A glance at the programme for the third session indicated a sinister aside that seemed somewhat off-topic. Axel Peterman, criminologist and consultant to cult TV series Tatort, began with an advocation of interdisciplinary criminology that includes profiling suspects’ personalities.  Interspersed with gruesome photos and more captivating than an episode of CSI, the talk was a rare, if somewhat tenuously fitting insight into a world we all find so morbidly fascinating.

Of all the amazingly inspirational and industrious people that spoke at TEDx today, magician Thimon V. Berlepsch, taught me the most valuable lesson; something new about myself. He showed us that our human need for routine also has a detrimental side, in that it can blind us to childlike wonderment.  Breaking the patterns of mundanity brings the magic back to life.  For Berlepsch, this break comes in the form of travel, adventures into the unknown.  I’ve always wondered what that feeling is when travelling; that unique euphoria which melts into an elusive sense of homecoming perspective.  Some people tell me the urge to travel is a sign of instability, unwillingness to settle or a means of escape. They are right, but that’s not a bad thing.

The transition to Pamela Meyer’s How to Spot a Liar video talk was surprisingly smooth.  An interesting speech, whose most poignant argument in today’s context was that in order to avoid deception we must be self-aware enough to know what it is we are hungry for:

J Henry Fair’s aerial photographs make beautiful images out of horrible situations, and it is this dissonance, he claimed, that makes them affective and therefore effective:

The earth is bleeding - J Henry Fair - Industrial Scars

Nik Nowak’s presentation, entitled ‘Sound as Weapon’ was not as menacing as it sounds.  The title related more to the recent Occupy events where microphone bans were subverted with creative and peaceful innovation in the form of human mics.  Nowak then demonstrated his Soundtank during the break before the final session.

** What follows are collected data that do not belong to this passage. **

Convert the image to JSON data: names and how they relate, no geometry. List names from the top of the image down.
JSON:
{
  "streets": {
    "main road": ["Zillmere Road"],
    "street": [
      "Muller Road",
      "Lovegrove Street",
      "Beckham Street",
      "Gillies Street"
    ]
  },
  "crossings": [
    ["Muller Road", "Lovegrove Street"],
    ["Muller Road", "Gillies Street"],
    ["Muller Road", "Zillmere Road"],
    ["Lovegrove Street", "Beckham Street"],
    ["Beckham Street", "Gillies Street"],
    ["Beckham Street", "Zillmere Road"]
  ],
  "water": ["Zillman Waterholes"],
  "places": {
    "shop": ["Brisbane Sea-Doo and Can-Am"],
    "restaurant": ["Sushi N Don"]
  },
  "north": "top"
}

If we were becoming fatigued by this deluge of inspiration, Benedikt Foit and Habib Lesevic woke us up with a start.  Their game, Energy Streetfight, uses play as a way of engaging people to make real reductions in their CO2 footprint.  Passionate critics of the ‘consumerism virus’, the pair advocate the importance of individual action in combatting simplified but currently dominant notions of progress as economic growth.  Consumerism affects our perspective and leads to psychological passivity and the logic of taking.  While culture spreads the virus, it is also culture that can cure us, one revolutionary mind at a time.

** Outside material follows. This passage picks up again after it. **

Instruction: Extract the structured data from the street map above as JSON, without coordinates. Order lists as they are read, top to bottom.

Johnny West is a journalist, transparency activist and proponent of a direct citizen dividend for oil-producing countries to combat the resource curse.

Finally,  Daniela Schiffer’s highlighted the need for energy-saving efforts to be visible and tangible.  Her company, Changers, is an ingenious scheme that makes combating climate change an individual, measurable, comparable process with results that mean something in the real world.  An antidote to the sense of helplessness in the face of this mammoth issue, in a playful format with visibility and economic viability, where the individual feels a sense of worth and community, Changers is, I realised with pleasant surprise, the culmination of today’s discussions.

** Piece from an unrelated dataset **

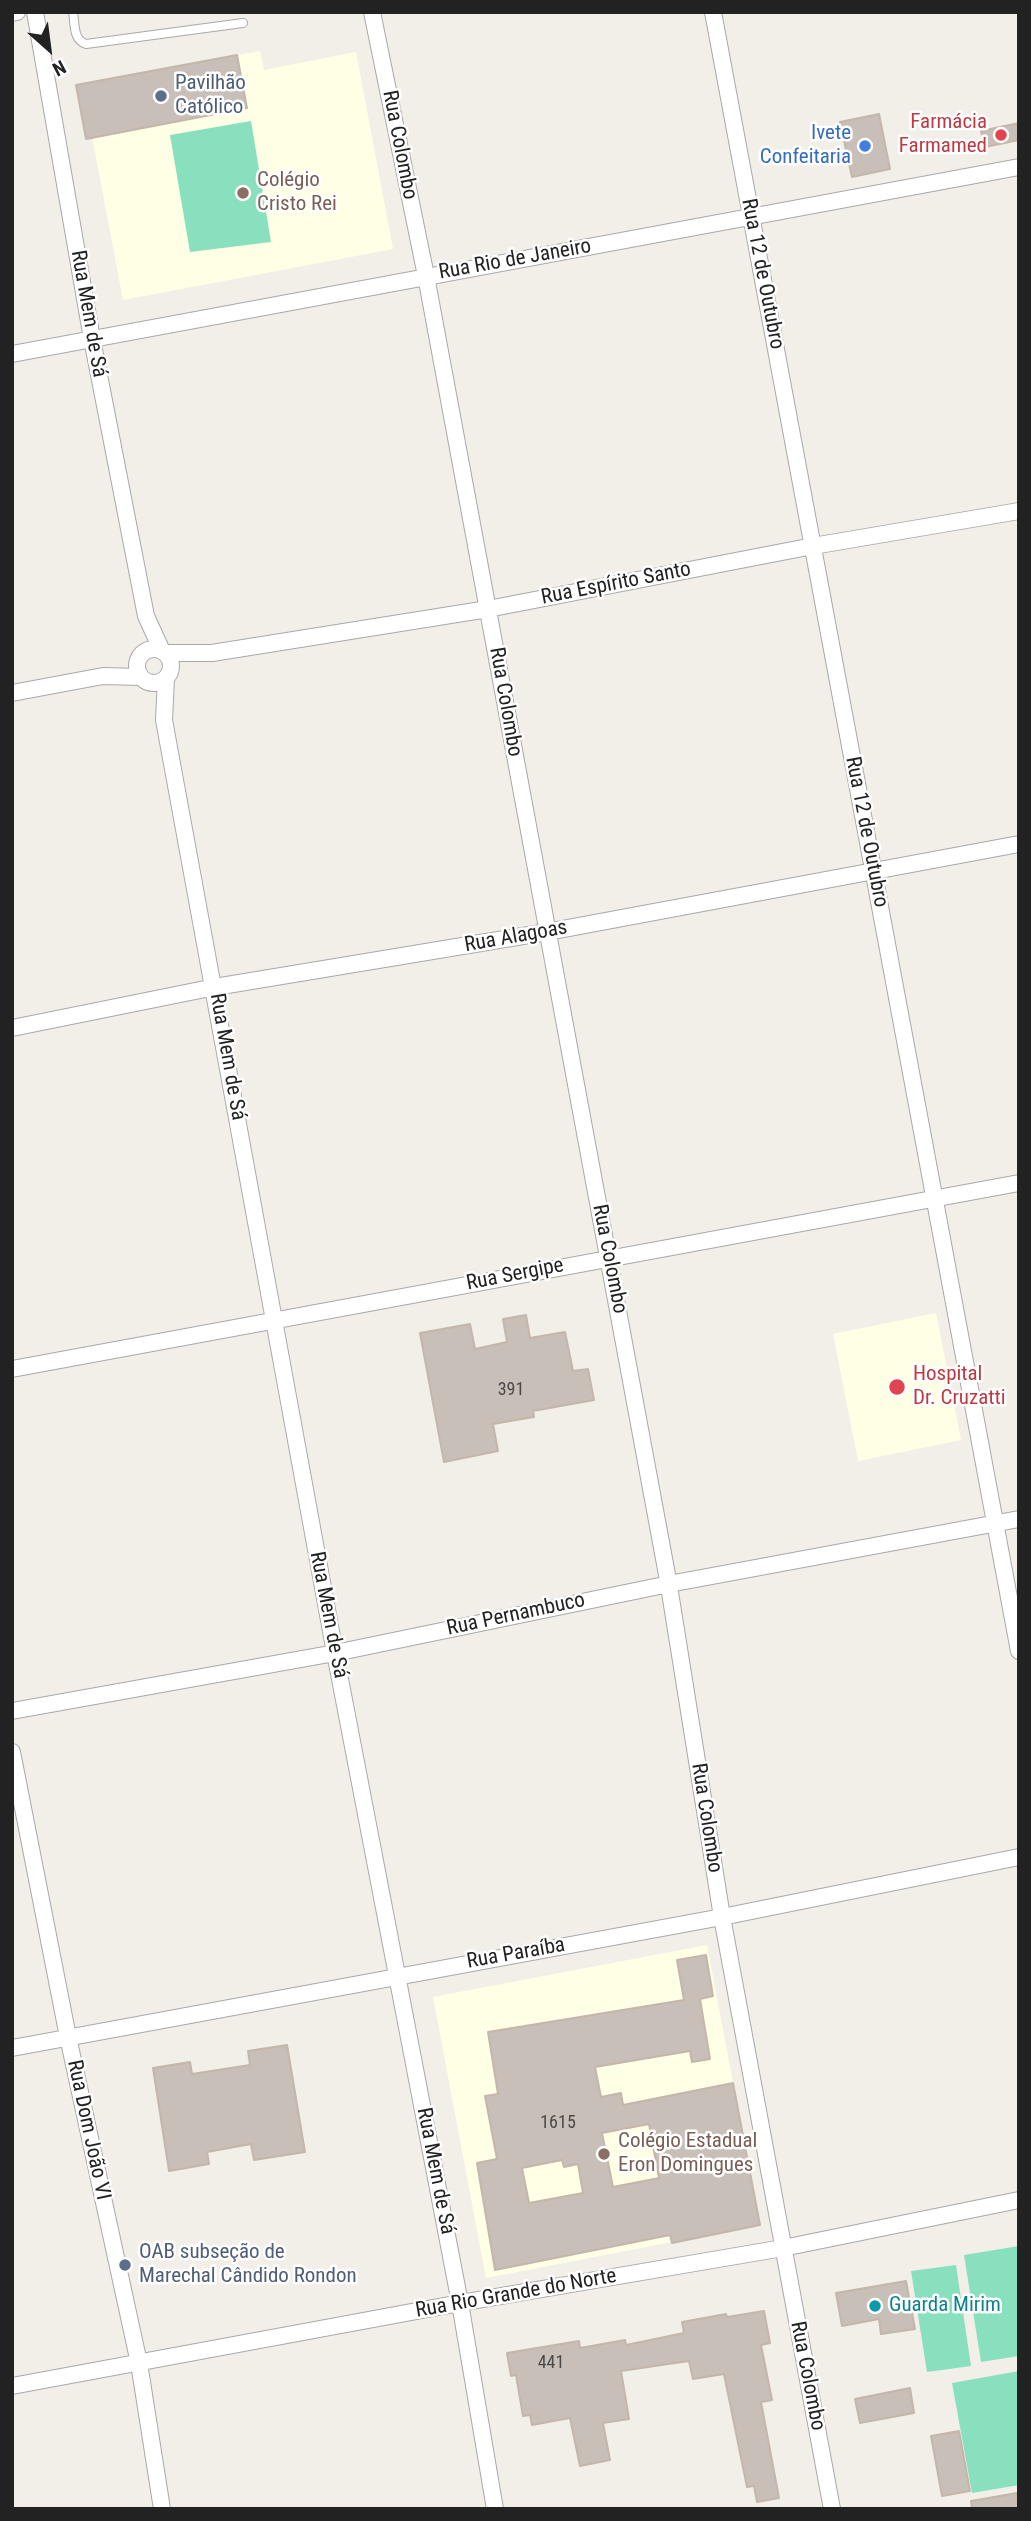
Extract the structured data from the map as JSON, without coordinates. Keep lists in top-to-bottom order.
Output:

These ideas have been whirling around for a number of years now, and to see them form into real solutions delivered by remarkable and passionate people gave me hope when I’d almost given up.  As John Perry Barlow pointed out in his closing address, via video from California, today was consistently inspiring and in some places depressing.  The climate crisis is lacking in hope, and events like TEDx are essential for momentum to gather and positive change to occur.  As we teeter on the edge of the tipping point, these aren’t just ideas worth spreading, they are ideas that must spread if we are to overcome man’s greatest challenge yet.

TEDxChange, an initiative of the Gates Foundation, will be in Berlin on 5th April 2012.